Inga Ulusoy, Computational modelling in python, SoSe2020 

# Using pandas

Pandas is a library that allows excessive data manipulation (analysis and operations on data) in python:
https://pandas.pydata.org/docs/getting_started/index.html#getting-started

It is extremely useful and is a prerequisite for the machine-learning part of this course.

For a summary, see https://pandas.pydata.org/pandas-docs/stable/reference/frame.html.

There are pandas series and dataframes, we will only look at dataframes.
Dataframes can be read in from a datafile or created directly from a numpy array.

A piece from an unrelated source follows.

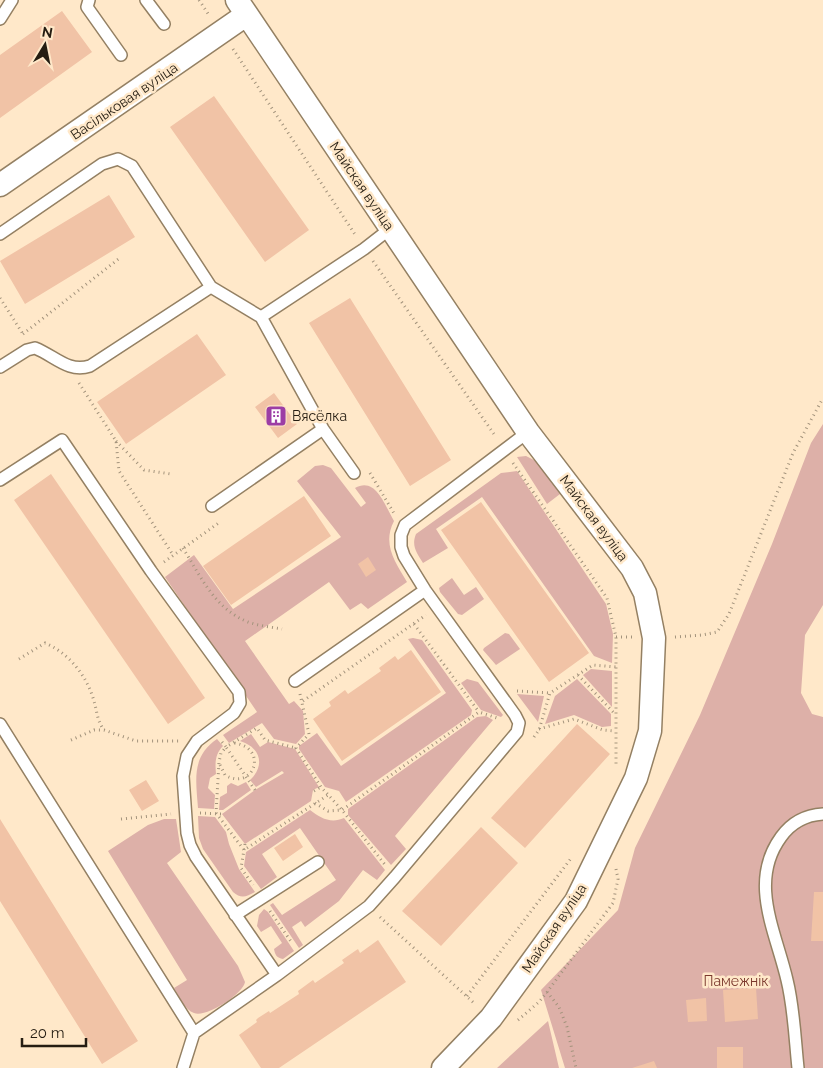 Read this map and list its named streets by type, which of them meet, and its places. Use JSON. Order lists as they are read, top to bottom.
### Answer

Pandas can work with any kind of data that resembles a table, like spreadsheets or databases (comma-separated values or "csv"):

In [None]:
import pandas as pd
from numpy import *
import matplotlib.pyplot as plt

#Generate a 7x2 NumPy array that holds the data
mydata = array([[2.5, 0.097],[5.0, 0.195], [7.5, 0.289], [10.0, 0.387], [15.0, 0.581], [20.0, 0.775], [30.0, 0.966]])

#Generate a list with the names of the two columns
mynames = ['volume (ml)', 'extinction']

# Create a DataFrame.
mydataframe = pd.DataFrame(data=mydata, columns=mynames)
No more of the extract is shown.